TASK INSTRUCTIONS: Filter the entries below, keeping only lines with the word "position".

** Opening DATA SHOWN block **

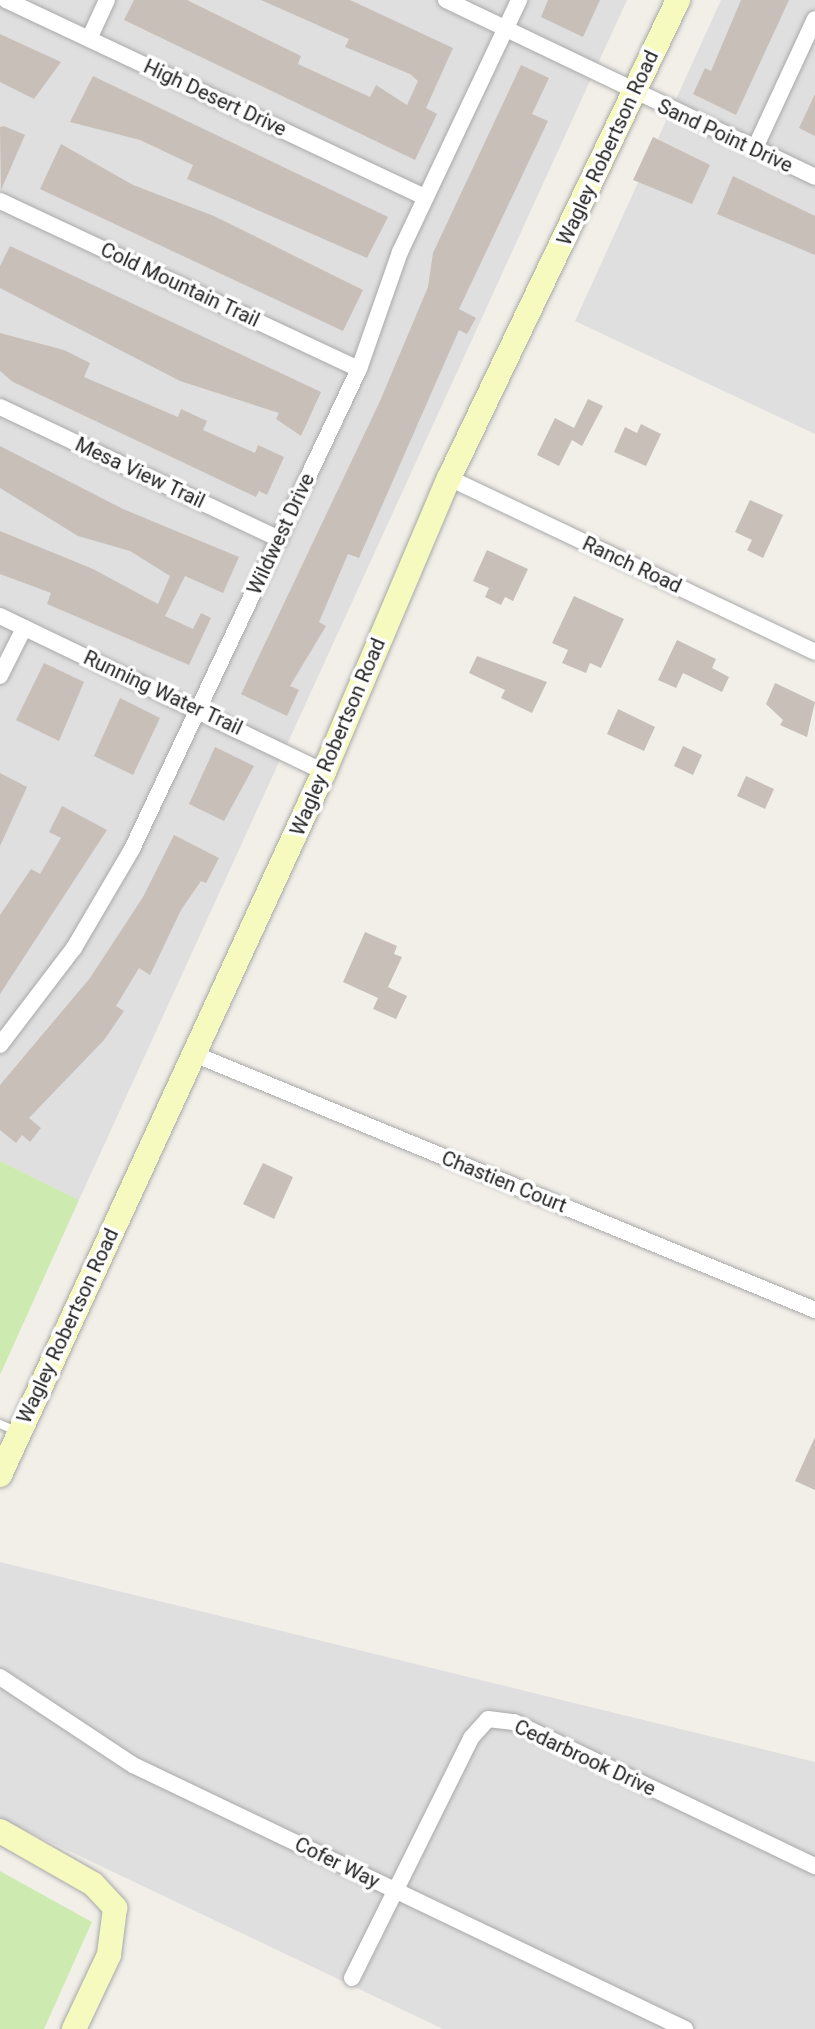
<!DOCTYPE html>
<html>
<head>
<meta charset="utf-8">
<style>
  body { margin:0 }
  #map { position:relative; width:815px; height:2029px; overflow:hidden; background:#f2efe9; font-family:Roboto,sans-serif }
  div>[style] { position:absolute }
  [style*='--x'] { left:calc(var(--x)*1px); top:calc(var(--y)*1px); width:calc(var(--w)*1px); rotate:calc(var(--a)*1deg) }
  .residential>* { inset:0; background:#e0dfdf }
  .grass>* { inset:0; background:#cdebb0 }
  .building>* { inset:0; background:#c7bfb8 }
  .roads { filter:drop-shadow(0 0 2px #a9a9a9) drop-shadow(0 0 2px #a9a9a9) }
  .lane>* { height:8px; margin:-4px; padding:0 4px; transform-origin:4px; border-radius:4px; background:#fff }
  .street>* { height:16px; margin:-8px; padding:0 8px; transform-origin:8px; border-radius:8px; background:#fff }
  .secondary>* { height:24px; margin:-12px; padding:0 12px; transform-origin:12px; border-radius:12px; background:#f7fabf }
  span { translate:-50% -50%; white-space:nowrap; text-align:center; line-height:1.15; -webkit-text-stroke:7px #fff; paint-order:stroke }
  .street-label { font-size:20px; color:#222 }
</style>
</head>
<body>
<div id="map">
  <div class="residential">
    <i style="clip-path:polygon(0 0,627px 0,79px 1200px,0 1161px)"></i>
    <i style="clip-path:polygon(721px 0,815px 0,815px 434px,575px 321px)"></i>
    <i style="clip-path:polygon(0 1562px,815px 1762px,815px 2029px,443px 2029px,0 1818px)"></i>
  </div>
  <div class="grass">
    <i style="clip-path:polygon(0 1161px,79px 1200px,0 1375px)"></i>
    <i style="clip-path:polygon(0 1871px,92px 1922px,44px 2029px,0 2029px)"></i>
  </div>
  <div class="building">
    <i style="clip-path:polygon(134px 0,187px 0,301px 56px,298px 64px,370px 97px,376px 85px,407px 105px,418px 81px,410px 74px,345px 47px,349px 39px,261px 0,350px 0,453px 48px,426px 108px,437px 114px,415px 160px,124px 20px)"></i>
    <i style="clip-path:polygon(548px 0,600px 0,583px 37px,541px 17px)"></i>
    <i style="clip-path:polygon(741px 0,789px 0,736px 115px,693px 94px,705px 68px,711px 71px)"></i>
    <i style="clip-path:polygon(0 34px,61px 62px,34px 99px,0 82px)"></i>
    <i style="clip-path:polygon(521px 65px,549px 78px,532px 114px,548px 121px,459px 309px,476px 318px,467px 334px,459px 330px,359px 558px,348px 554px,319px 622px,326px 626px,290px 686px,299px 690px,287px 716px,241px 694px,380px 401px,428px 287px,433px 253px)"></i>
    <i style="clip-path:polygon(93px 76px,388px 217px,367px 258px,187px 179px,193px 165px,140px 140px,70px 122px)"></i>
    <i style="clip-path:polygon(815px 94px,815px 136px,799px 128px)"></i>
    <i style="clip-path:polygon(4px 126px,25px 135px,1px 190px,0 127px)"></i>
    <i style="clip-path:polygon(653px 137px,710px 165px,692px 204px,633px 180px)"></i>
    <i style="clip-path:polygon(61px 144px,133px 185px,214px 216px,363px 290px,343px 331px,40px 189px)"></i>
    <i style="clip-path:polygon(733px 176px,815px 216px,815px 255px,717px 214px)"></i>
    <i style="clip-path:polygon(10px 246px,321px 392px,301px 436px,276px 419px,279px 413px,180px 381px,0 288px,0 266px)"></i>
    <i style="clip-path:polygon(0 333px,64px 350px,90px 363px,84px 377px,178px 417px,181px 409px,207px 421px,203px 430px,255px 453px,258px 445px,284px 457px,267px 495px,259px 491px,256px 497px,13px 382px,0 371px)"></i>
    <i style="clip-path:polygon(588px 399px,603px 406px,582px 446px,572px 440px,559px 466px,537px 455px,555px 418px,574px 428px)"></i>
    <i style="clip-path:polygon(641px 424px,661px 434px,646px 466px,614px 452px,625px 427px,637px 433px)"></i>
    <i style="clip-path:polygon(0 446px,123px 509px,239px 557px,223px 593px,185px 576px,165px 616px,193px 629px,201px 613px,211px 618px,189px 665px,47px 604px,51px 593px,0 574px,0 531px,93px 569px,158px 604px,170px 576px,130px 551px,78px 536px,0 488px)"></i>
    <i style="clip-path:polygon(750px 500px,783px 515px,763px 558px,747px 550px,752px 540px,735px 532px)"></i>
    <i style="clip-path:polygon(487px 550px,528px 569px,513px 601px,505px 597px,501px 605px,485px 597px,489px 588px,473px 581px)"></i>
    <i style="clip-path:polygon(574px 596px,624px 619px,601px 668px,590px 663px,586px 673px,562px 663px,568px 650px,552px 643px)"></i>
    <i style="clip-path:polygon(677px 640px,716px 659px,712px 668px,729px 677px,722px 692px,683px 673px,676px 688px,658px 680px)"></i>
    <i style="clip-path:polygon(477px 656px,547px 682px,532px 713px,501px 698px,505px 690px,469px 673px)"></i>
    <i style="clip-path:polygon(44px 663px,84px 682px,59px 741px,16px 720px)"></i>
    <i style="clip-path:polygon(775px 683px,815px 702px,807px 737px,780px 725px,783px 720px,766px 704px)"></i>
    <i style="clip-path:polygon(120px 698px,160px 718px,133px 775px,94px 756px)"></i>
    <i style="clip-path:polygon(618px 709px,655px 727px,644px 751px,607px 734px)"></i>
    <i style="clip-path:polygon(683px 746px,702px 755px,693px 775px,674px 766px)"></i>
    <i style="clip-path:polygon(215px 747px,254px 766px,224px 821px,189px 804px)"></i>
    <i style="clip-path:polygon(0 773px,27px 787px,0 846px)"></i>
    <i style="clip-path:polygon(746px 776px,774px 789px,765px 809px,737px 796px)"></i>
    <i style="clip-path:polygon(62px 806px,107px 830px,0 994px,0 915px,31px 869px,40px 874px,61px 838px,49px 832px)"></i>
    <i style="clip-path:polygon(174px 835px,219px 858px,206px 883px,201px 881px,181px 910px,150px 975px,139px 968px,116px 1006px,124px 1011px,104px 1040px,29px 1118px,41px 1128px,30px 1142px,22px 1135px,16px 1143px,0 1130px,0 1085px,90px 978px,143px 897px)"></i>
    <i style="clip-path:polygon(365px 932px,397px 946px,394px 954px,402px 957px,388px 987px,407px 996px,396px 1019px,373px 1009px,378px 998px,343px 982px)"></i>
    <i style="clip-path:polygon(263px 1163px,293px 1177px,274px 1219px,243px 1204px)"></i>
    <i style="clip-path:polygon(815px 1437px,815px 1490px,795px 1481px)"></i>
  </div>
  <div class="roads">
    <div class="lane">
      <i style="--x:0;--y:1424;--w:20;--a:24"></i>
    </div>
    <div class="street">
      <i style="--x:6;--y:0;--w:462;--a:25.2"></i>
      <i style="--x:446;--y:0;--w:409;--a:25.6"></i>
      <i style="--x:89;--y:39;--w:43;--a:-65.2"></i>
      <i style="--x:755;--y:148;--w:142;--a:-65.1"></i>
      <i style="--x:0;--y:201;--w:396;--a:25.1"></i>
      <i style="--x:0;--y:407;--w:309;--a:25.3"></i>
      <i style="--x:449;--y:478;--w:405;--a:25.4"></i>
      <i style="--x:0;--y:616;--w:360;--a:25.7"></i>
      <i style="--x:0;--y:676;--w:54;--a:-63.4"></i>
      <i style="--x:0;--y:1045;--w:122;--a:-52.7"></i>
      <i style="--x:74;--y:948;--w:115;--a:-59.6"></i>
      <i style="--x:132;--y:849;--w:531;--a:-64.69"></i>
      <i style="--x:359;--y:369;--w:124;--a:-70.7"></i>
      <i style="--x:400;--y:252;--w:279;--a:-64.7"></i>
      <i style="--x:194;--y:1054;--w:672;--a:22.4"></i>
      <i style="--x:0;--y:1677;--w:159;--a:33.5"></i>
      <i style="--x:133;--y:1765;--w:612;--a:25.56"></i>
      <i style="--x:352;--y:1978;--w:268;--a:-63.6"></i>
      <i style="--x:471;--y:1738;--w:25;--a:-48"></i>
      <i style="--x:488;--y:1719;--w:26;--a:7"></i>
      <i style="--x:514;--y:1722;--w:334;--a:25.6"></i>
    </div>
    <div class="secondary">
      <i style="--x:0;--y:1475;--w:774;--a:-65.26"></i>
      <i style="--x:324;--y:772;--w:319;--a:-67"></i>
      <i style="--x:449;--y:478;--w:530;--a:-64.4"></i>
      <i style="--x:0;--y:1831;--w:107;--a:29.7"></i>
      <i style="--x:93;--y:1884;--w:33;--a:47"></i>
      <i style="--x:115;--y:1908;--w:47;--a:97.3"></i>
      <i style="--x:109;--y:1955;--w:82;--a:115.3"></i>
    </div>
  </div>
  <div class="street-label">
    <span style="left:215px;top:98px;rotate:25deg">High Desert Drive</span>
    <span style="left:725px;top:136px;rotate:25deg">Sand Point Drive</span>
    <span style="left:608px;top:148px;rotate:-65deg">Wagley Robertson Road</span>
    <span style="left:180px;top:285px;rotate:25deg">Cold Mountain Trail</span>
    <span style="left:140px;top:473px;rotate:25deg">Mesa View Trail</span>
    <span style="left:281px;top:534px;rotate:-65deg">Wildwest Drive</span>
    <span style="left:632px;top:565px;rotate:25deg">Ranch Road</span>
    <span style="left:163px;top:693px;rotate:25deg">Running Water Trail</span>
    <span style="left:338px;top:737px;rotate:-67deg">Wagley Robertson Road</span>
    <span style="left:504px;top:1182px;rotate:22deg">Chastien Court</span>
    <span style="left:68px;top:1326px;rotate:-65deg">Wagley Robertson Road</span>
    <span style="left:585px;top:1758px;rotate:25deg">Cedarbrook Drive</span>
    <span style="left:337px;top:1863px;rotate:26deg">Cofer Way</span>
  </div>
</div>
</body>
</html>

** Closing DATA SHOWN block **

WORKED SOLUTION:
  #map { position:relative; width:815px; height:2029px; overflow:hidden; background:#f2efe9; font-family:Roboto,sans-serif }
  div>[style] { position:absolute }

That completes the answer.